Is there any way to tell her indirectly that I want am going to a con for anthros/furries. Any suggestions will be extremely appreciated.


----------



## Falaffel (Jun 29, 2013)

You ask them?


----------



## Kalmor (Jun 29, 2013)

Just ask? Though you're better off waiting until you're a legal adult.

Also - http://forums.furaffinity.net/threa...OU-DON-T-HAVE-TO-quot-COME-OUT-quot-AS-FURRY!

Anthrocon's website has a great page that explains furry - http://www.anthrocon.org/about-furry

Though honestly. The fandom isn't a big deal and you're over-thinking this "telling your parents" thing.


----------



## MoofyBlazeScott (Jun 29, 2013)

Raptros said:


> Just ask?
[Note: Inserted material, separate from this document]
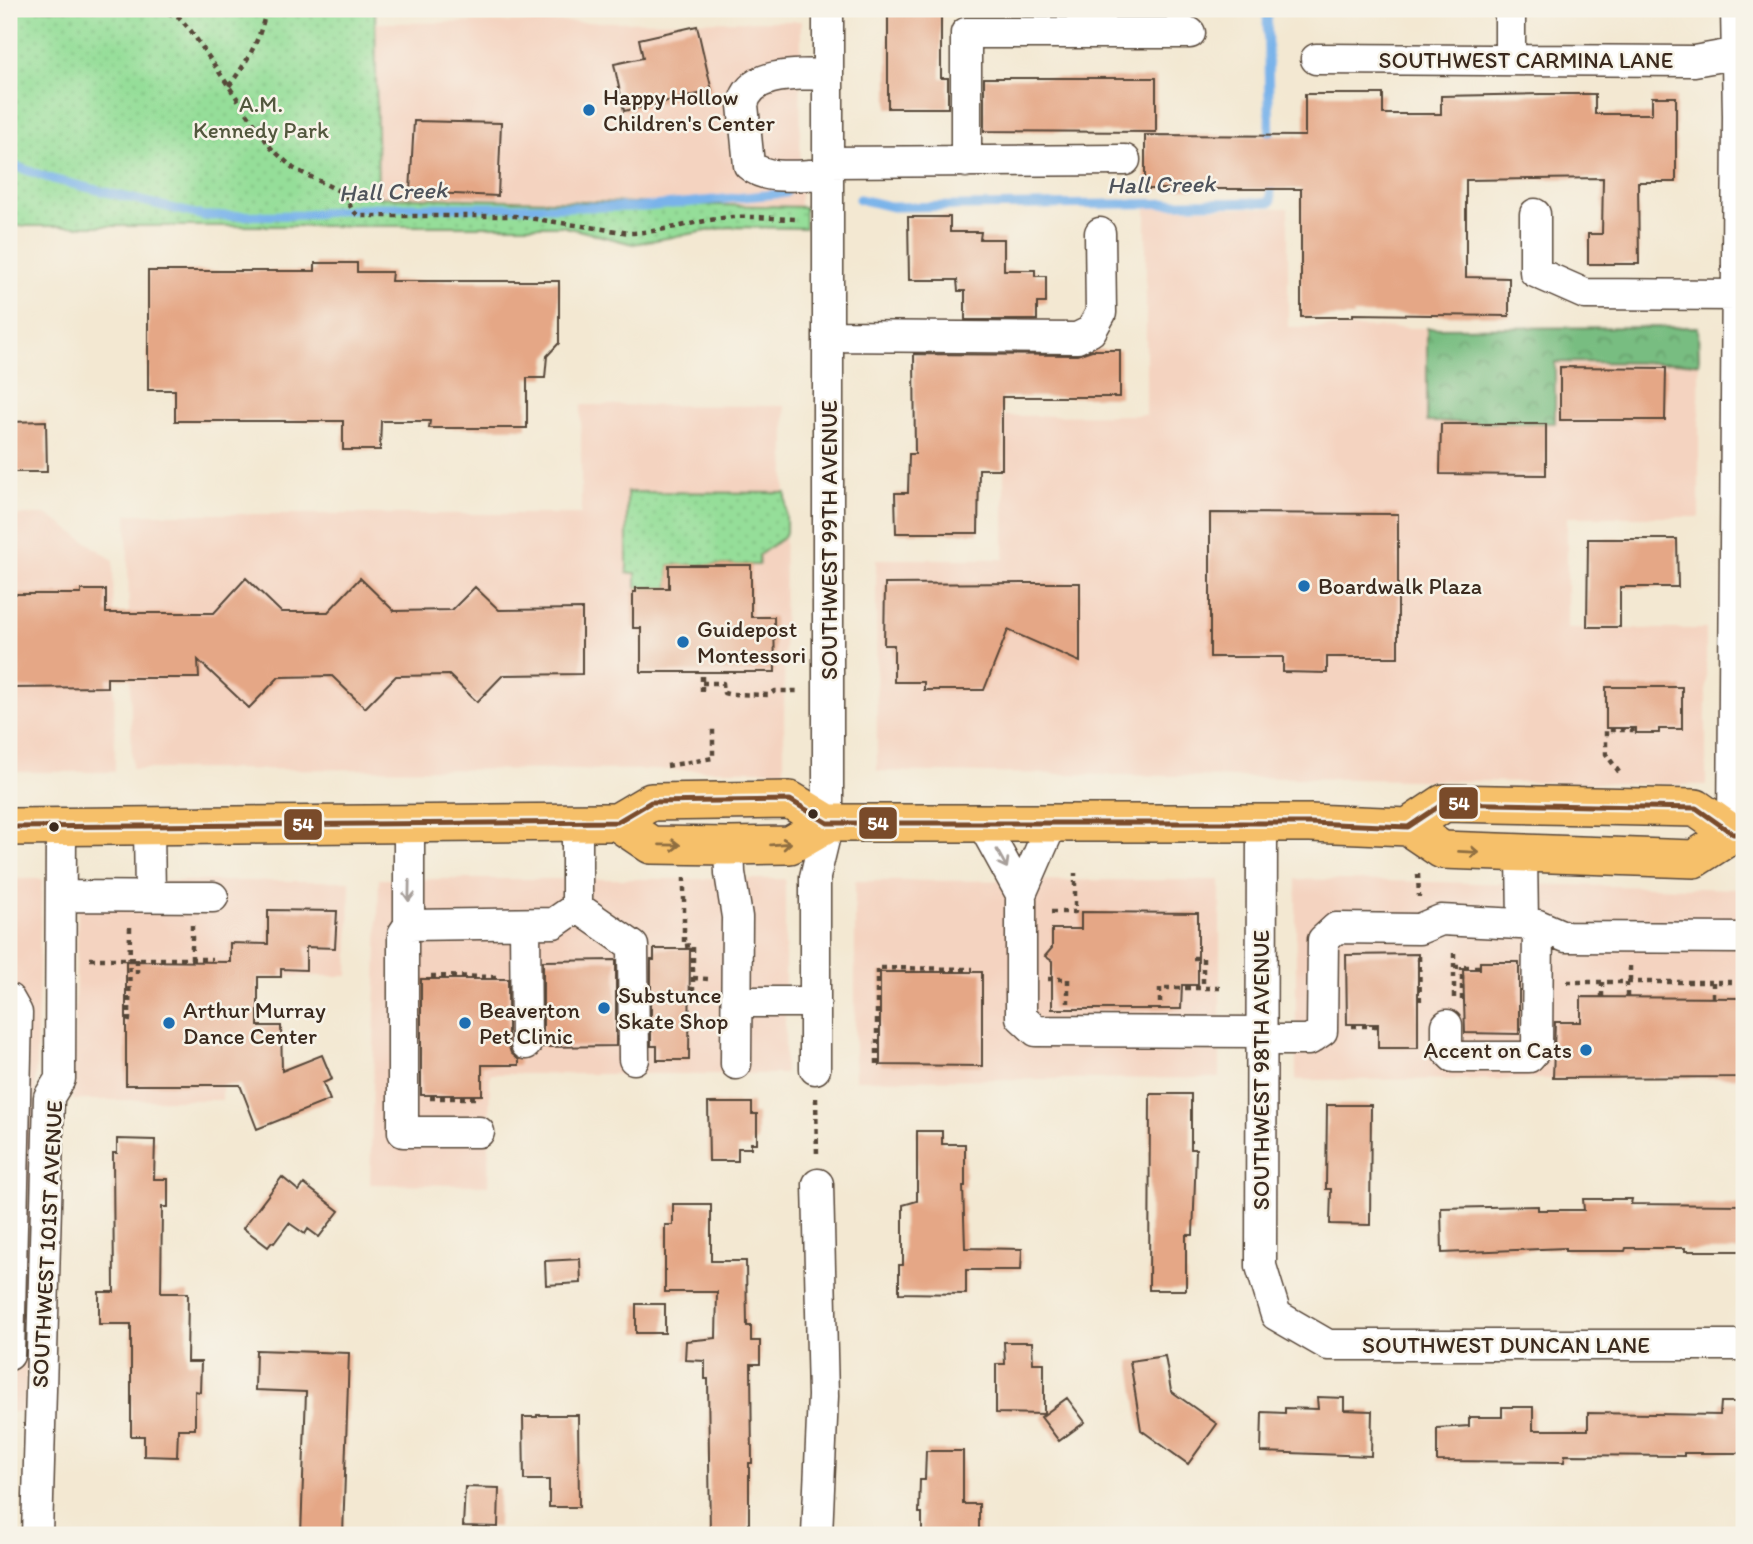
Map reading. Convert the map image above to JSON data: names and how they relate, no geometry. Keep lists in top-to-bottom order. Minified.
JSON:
{"streets":{"street":["SOUTHWEST CARMINA LANE","SOUTHWEST 99TH AVENUE","SOUTHWEST 98TH AVENUE","SOUTHWEST 101ST AVENUE","SOUTHWEST DUNCAN LANE"]},"crossings":[["SOUTHWEST 98TH AVENUE","SOUTHWEST DUNCAN LANE"]],"water":["Hall Creek"],"parks":["A.M. Kennedy Park"],"places":["Happy Hollow Children's Center","Boardwalk Plaza","Guidepost Montessori","Substunce Skate Shop","Arthur Murray Dance Center","Beaverton Pet Clinic","Accent on Cats"],"lines":["transit line 54"]}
Though you're better off waiting until you're a legal adult.
> 
> Also - http://forums.furaffinity.net/threa...OU-DON-T-HAVE-TO-quot-COME-OUT-quot-AS-FURRY!
> 
> ...



I get what you mean and I was expecting this answer, however, can I suggest going to google and typing furry into google images and telling me what you would think someone who doesn't know about the furry fandom would think? this is all i mean, there is so much material on the internet that my family wouldn't approve of its would be a little hard for them not to assume things.


----------



## Kalmor (Jun 29, 2013)

MoofyBlazeScott said:


> I get what you mean and I was expecting this answer, however, can I suggest going to google and typing furry into google images and telling me what you would think someone who doesn't know about the furry fandom would think? this is all i mean, there is so much material on the internet that my family wouldn't approve of its would be a little hard for them not to assume things.


You beat them to it, you explain first. Explain what a furry is rather than what we are not. If they stumble upon that kind of material then meh. You've done your bit.

Furry is not a big deal and never has been.


----------



## Troj (Jun 29, 2013)

You want to go to THIS year's AC? Talk about the 11th Hour! (edit: OP said next year. Oops.)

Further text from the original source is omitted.